Swimming Through Life

A personal blog and author site

Dark and Stormy Days

I’m going to get a little candid this week, because truthfully, it was a mentally challenging week for me. First, it was the week back after a long vacation, and we all know how rough going back to reality can be. Second, less than 12 hours after we returned from our vacation, Dan had to leave for a work trip and I haven’t seen him in five days. That makes me sad. And finally, to add salt to the wound, my “Aunt Flo” was paying a visit this week. That may be more information than you asked for, but I’m laying it all out there. It was a rough week.

I’ve been pretty open and vulnerable on my blog about my experiences with anxiety, depression, and OCD. I’ve always believed that I feel my emotions a lot deeper than the average human, and when I’m sad, I’m SAD. It consumes me, and sometimes it can be hard to snap myself out of it. I’ve also mentioned in past blogs that for years I was on antidepressants to help control my consuming thoughts, and this week actually, marked two years since the last time I’ve taken any kind of medication for anxiety or depression. Which is huge! I’m proud of myself for sure, but I definitely wouldn’t have gone off the medication if I didn’t feel like I could handle it. And while for the most part, I do believe I’m in a better head space than I probably ever have been, that doesn’t mean I’m never going to have hard days. And they are far and few between, but when they do come, I have to figure out how to push myself through it.

This last Wednesday was ROUGH. From the moment my alarm went off that morning, my emotions were taking a roller coaster ride. I fought the urge to cry almost all day long, and I can’t even really tell you why, but I’m sure all the reasons I listed above played a pretty big part in the matter. I stayed in bed as long as I possibly could. And I know it sounds ridiculous, but really all I wanted was a hug from Dan, and he wasn’t there, so that made me even sadder. I just felt like a dark storm cloud floated above my head all day long.

And while it would have been easy to give in to my emotions and shut the world out for the day and stay in bed, I have responsibilities. And as much as I’d like to sometimes, I can’t use it as an excuse to not function as an adult. I just have to find ways to keep my mind occupied so I don’t focus on whatever is making me sad.

I poured myself into my work that day, and for the most part, it did help me keep my mind off it. There were times where I would be reminded of that storm cloud hanging around, and I’d just have to remind myself that whatever was making me sad, wouldn’t be there forever. It was a temporary feeling, and like it almost always has before, I knew it would get better.

It was a day I was particularly thankful for run club after work. Exercise has always been a great stress reliever for me, and doing it with friends made it even better to lift my spirits.

During my lunch break that day, I took some steak out of the freezer to thaw so I could make steak and potato bites for supper which is one of my favorite meals. I pretty much live to eat, so knowing good food is coming my way, always puts me in a better mood.

And when I was finally able to talk to Dan that night, it helped my mood significantly too. He has a way of making me smile even when I’m in a funk, and it’s exactly what I needed.
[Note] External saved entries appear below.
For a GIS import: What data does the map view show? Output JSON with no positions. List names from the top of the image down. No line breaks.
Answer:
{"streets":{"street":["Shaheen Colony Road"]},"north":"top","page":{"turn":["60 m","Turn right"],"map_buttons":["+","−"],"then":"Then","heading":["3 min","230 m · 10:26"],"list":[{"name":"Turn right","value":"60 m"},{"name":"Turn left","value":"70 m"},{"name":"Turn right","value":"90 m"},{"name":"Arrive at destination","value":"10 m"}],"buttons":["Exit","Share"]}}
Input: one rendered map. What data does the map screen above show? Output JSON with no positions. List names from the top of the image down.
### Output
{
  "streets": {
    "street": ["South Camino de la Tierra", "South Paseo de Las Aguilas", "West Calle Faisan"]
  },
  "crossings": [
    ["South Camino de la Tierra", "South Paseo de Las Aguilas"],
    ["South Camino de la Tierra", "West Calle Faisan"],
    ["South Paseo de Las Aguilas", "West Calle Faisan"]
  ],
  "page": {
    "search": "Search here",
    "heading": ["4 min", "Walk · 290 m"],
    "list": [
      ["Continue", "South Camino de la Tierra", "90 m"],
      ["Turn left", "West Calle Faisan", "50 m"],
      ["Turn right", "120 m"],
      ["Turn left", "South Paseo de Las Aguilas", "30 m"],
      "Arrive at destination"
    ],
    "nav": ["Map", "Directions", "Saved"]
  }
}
Exercise, giving myself something to look forward to, and surrounding myself with the right people are only a couple of examples of ways I’m able to push through those hard days. What do you do when you have that dark storm cloud following you around? We all have days like that, and we all have to push through. I encourage you to think about some of the ways you could make those hard days easier for you. It might make the next one just a tiny bit easier to get through.

If you need me, I’ll be cuddled up on my couch with my double D’s: Dan and Dobby, refilling my tank and preparing myself to have a better week.